Di Balik Lembar Koran: Sehari Belajar di Jantung Redaksi Kompas

Suara sepatu yang beradu dengan lantai marmer, kilatan layar komputer yang tak pernah padam, dan lembar-lembar koran yang berbaris rapi menunggu waktu cetaknya, semua menjadi bagian dari satu pagi yang tak biasa. Ada rasa gugup yang samar, berpadu dengan semangat tinggi, ketika langkah kaki membawa kami ke tempat di mana berita lahir dan kata-kata bekerja dengan sungguh-sungguh.

Tak lama kemudian, terjawab sudah ke mana kami dibawa hari itu: sebuah kunjungan ke kantor redaksi Kompas, salah satu media terbesar dan paling dihormati di Indonesia. Bersama dosen saya, Pak Muis, beserta teman-teman dari kelas 6C, kami mengikuti kegiatan media visit ini sebagai bagian dari syarat mata kuliah Produksi Media Cetak dan Online. Namun, alih-alih terasa seperti tugas, hari itu justru menjadi pengalaman yang membuka wawasan dan menyenangkan secara personal.

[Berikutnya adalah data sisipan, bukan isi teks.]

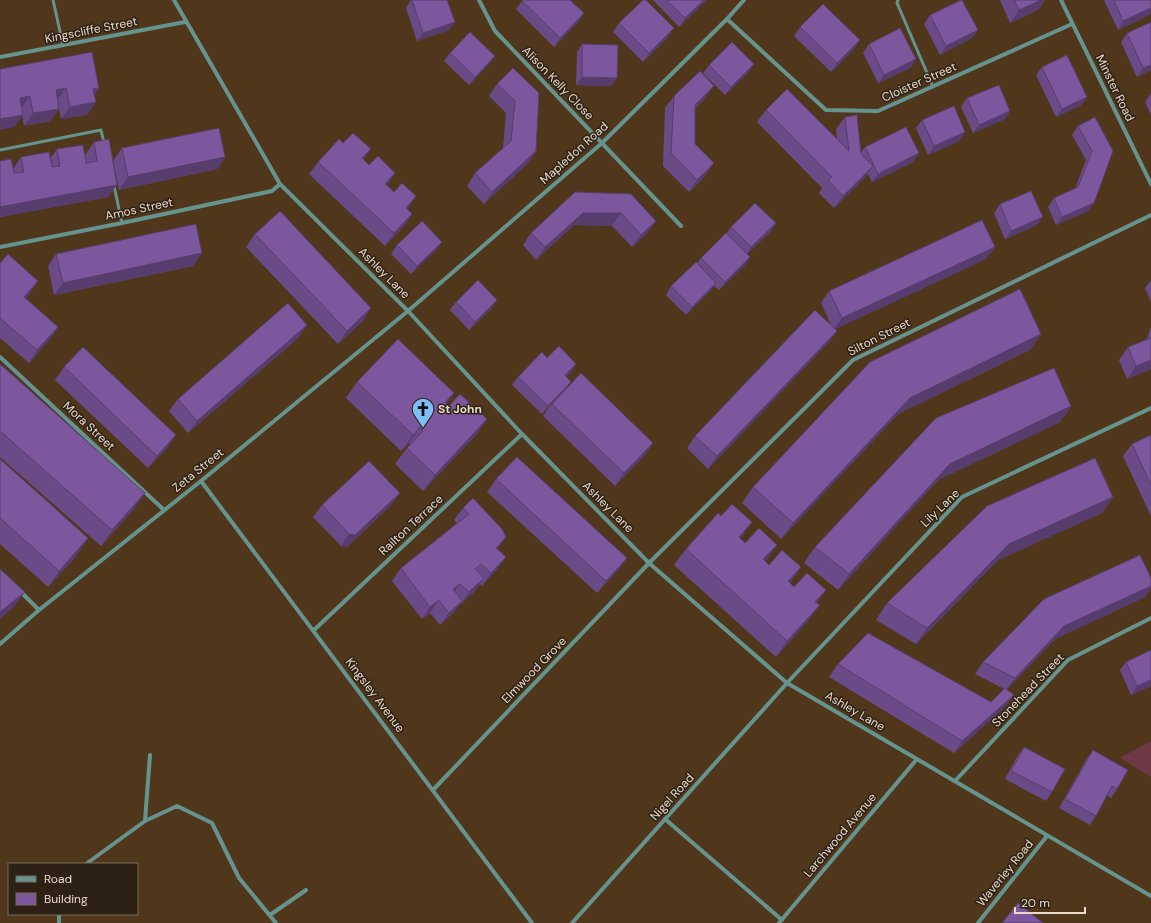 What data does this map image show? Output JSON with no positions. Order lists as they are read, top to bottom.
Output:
{
  "streets": {
    "street": [
      "Kingscliffe Street",
      "Cloister Street",
      "Alison Kelly Close",
      "Minster Road",
      "Mapledon Road",
      "Amos Street",
      "Ashley Lane",
      "Silton Street",
      "Mora Street",
      "Zeta Street",
      "Lily Lane",
      "Railton Terrace",
      "Elmwood Grove",
      "Stonehead Street",
      "Kingsley Avenue",
      "Nigel Road",
      "Larchwood Avenue",
      "Waverley Road"
    ]
  },
  "crossings": [
    ["Kingscliffe Street", "Ashley Lane"],
    ["Cloister Street", "Minster Road"],
    ["Cloister Street", "Mapledon Road"],
    ["Alison Kelly Close", "Mapledon Road"],
    ["Mapledon Road", "Ashley Lane"],
    ["Mapledon Road", "Zeta Street"],
    ["Amos Street", "Ashley Lane"],
    ["Ashley Lane", "Silton Street"],
    ["Ashley Lane", "Zeta Street"],
    ["Ashley Lane", "Lily Lane"],
    ["Ashley Lane", "Railton Terrace"],
    ["Ashley Lane", "Elmwood Grove"],
    ["Ashley Lane", "Stonehead Street"],
    ["Ashley Lane", "Nigel Road"],
    ["Ashley Lane", "Larchwood Avenue"],
    ["Ashley Lane", "Waverley Road"],
    ["Silton Street", "Elmwood Grove"],
    ["Mora Street", "Zeta Street"],
    ["Zeta Street", "Kingsley Avenue"],
    ["Lily Lane", "Nigel Road"],
    ["Railton Terrace", "Kingsley Avenue"],
    ["Elmwood Grove", "Kingsley Avenue"]
  ],
  "places": {
    "church": ["St John"]
  },
  "legend": ["Road", "Building"],
  "scale_bar": "20 m"
} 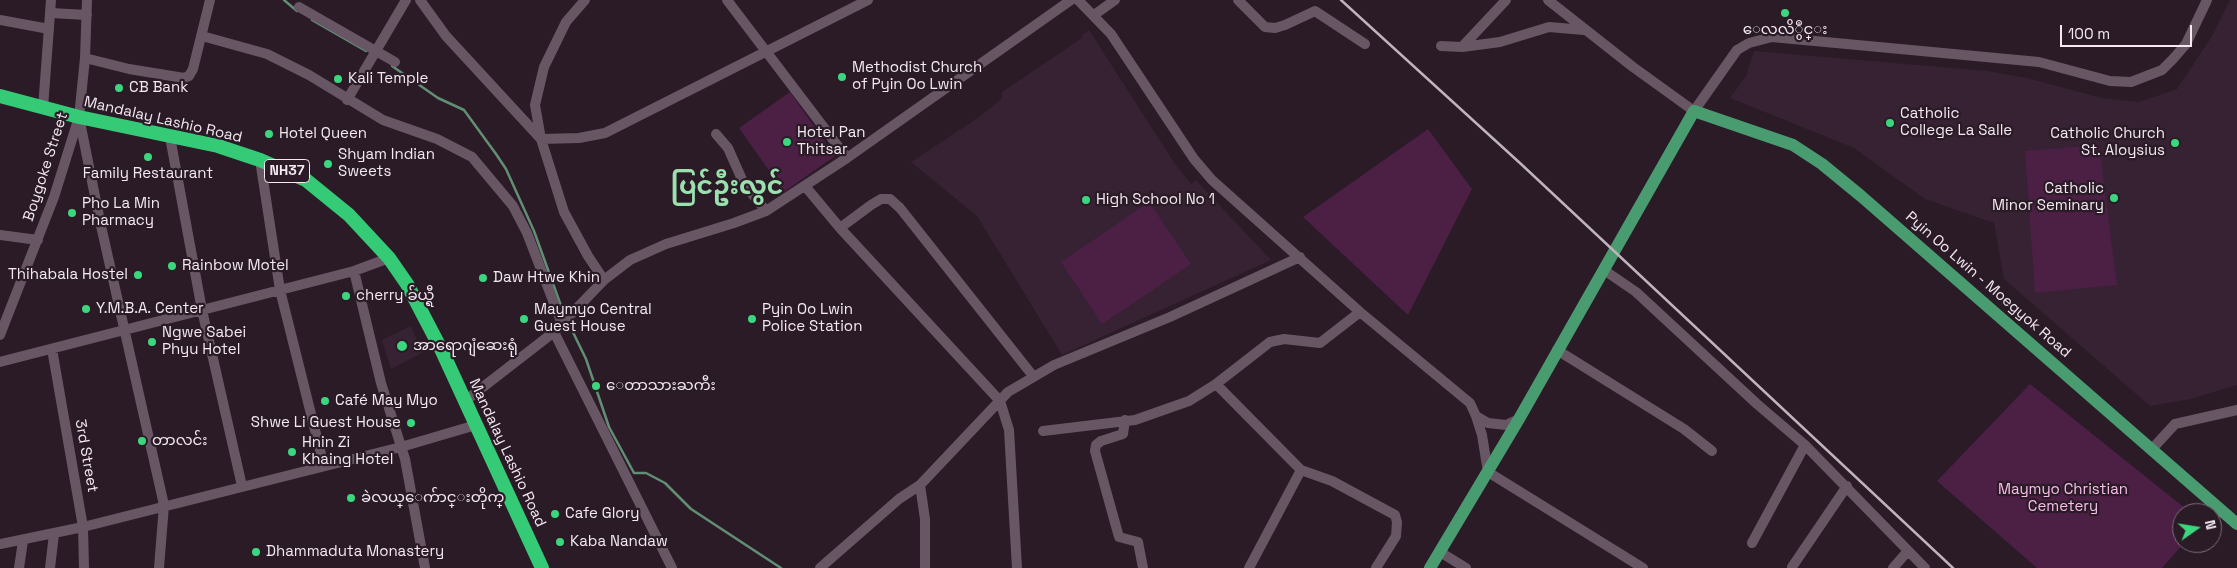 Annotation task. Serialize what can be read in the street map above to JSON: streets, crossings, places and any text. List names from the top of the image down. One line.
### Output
{"streets":{"highway":["Mandalay Lashio Road","NH37"],"main road":["Pyin Oo Lwin - Moegyok Road"],"street":["Boygoke Street","3rd Street"]},"crossings":[["Mandalay Lashio Road","Boygoke Street"]],"districts":["ပြင်ဦးလွင်"],"parks":["Maymyo Christian Cemetery"],"places":["ေလလိွဳင္း","Methodist Church of Pyin Oo Lwin","Kali Temple","CB Bank","Catholic College La Salle","Hotel Queen","Hotel Pan Thitsar","Catholic Church St. Aloysius","Family Restaurant","Shyam Indian Sweets","Catholic Minor Seminary","High School No 1","Pho La Min Pharmacy","Rainbow Motel","Thihabala Hostel","Daw Htwe Khin","cherry ခ်ယ္ရီ","Y.M.B.A. Center","Maymyo Central Guest House","Pyin Oo Lwin Police Station","Ngwe Sabei Phyu Hotel","အာရောဂျံဆေးရုံ","ေတာသားႀကီး","Café May Myo","Shwe Li Guest House","တာလင်း","Hnin Zi Khaing Hotel","ခဲလယ္ေက်ာင္းတိုက္","Cafe Glory","Kaba Nandaw","Dhammaduta Monastery"],"scale_bar":"100 m","north":"right"} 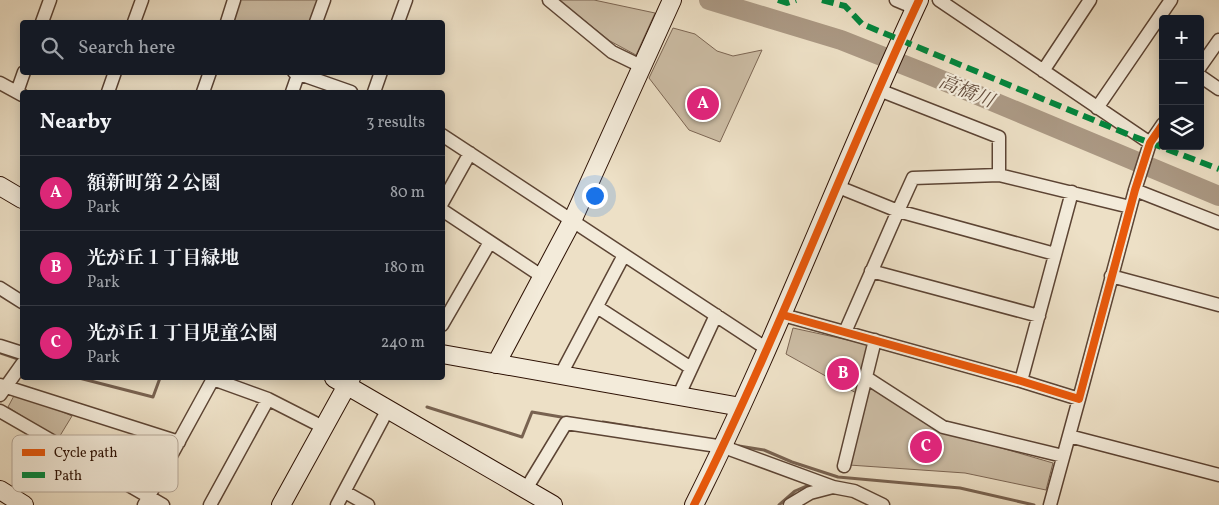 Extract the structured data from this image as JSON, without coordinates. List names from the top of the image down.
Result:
{
  "water": ["高橋川"],
  "legend": ["Cycle path", "Path"],
  "page": {
    "map_buttons": ["+", "−"],
    "search": "Search here",
    "pins": ["A", "B", "C"],
    "heading": ["Nearby", "3 results"],
    "list": [
      {
        "mark": "A",
        "name": "額新町第２公園",
        "note": "Park",
        "value": "80 m"
      },
      {
        "mark": "B",
        "name": "光が丘１丁目緑地",
        "note": "Park",
        "value": "180 m"
      },
      {
        "mark": "C",
        "name": "光が丘１丁目児童公園",
        "note": "Park",
        "value": "240 m"
      }
    ]
  }
}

Saya dan teman-teman disambut oleh para staf redaksi dan pimpinan redaksi yang dengan hangat berbagi cerita tentang perjalanan panjang Kompas, dari awal berdiri hingga eksistensinya di era media digital saat ini. Bagaimana mereka tetap mempertahankan kredibilitas dan konsistensi dalam menyajikan berita yang berkualitas menjadi poin penting yang saya catat dan kagumi.

Kami juga diajak melihat langsung suasana kerja para editor, penulis, hingga tim layout. Menyaksikan bagaimana mereka menyiapkan berita untuk terbitan harian memberi gambaran konkret tentang proses produksi media cetak, yang selama ini hanya saya kenal lewat teori di ruang kelas.

Tak kalah menarik, kami mendapat informasi mengenai program magang dan relawan di Kompas. Bagi saya pribadi, info ini sangat berharga karena membuka peluang untuk belajar lebih jauh dalam dunia jurnalistik profesional.

Puncak pengalaman hari itu adalah saat kami mengunjungi bagian percetakan untuk koran Kompas. Melihat bagaimana koran diproduksi secara massal untuk pertama kalinya benar-benar membuat saya takjub. Prosesnya dimulai pukul 10 malam dan berlangsung sekitar dua jam, memadukan teknologi mesin dengan ketelitian kerja manusia dalam beberapa tahapan yang masih dilakukan secara manual.

Di sana, saya dapat melihat secara langsung bahan-bahan yang digunakan untuk pembuatan koran, seperti jenis kertas khusus dan tinta cetak. Kami juga mengetahui bahwa koran-koran yang tidak lolos distribusi nantinya akan dihancurkan dan dikirim ke tempat daur ulang kertas. Dengan begitu, produk yang rusak tersebut tidak semata-mata menjadi sampah, tetapi dapat dimanfaatkan kembali secara lebih ramah lingkungan. Berbagai mesin canggih digunakan untuk mempercepat proses pencetakan, mulai dari cetak utama, pemotongan, hingga pemrosesan akhir seperti mem-packing koran yang siap dikirim ke berbagai daerah.

Kunjungan ini bukan hanya memenuhi tugas akademik, tetapi juga memperluas perspektif saya tentang dunia media. Saya pulang dengan rasa hormat yang lebih dalam terhadap kerja jurnalistik, dan semangat untuk suatu hari bisa ikut berkontribusi di dalamnya.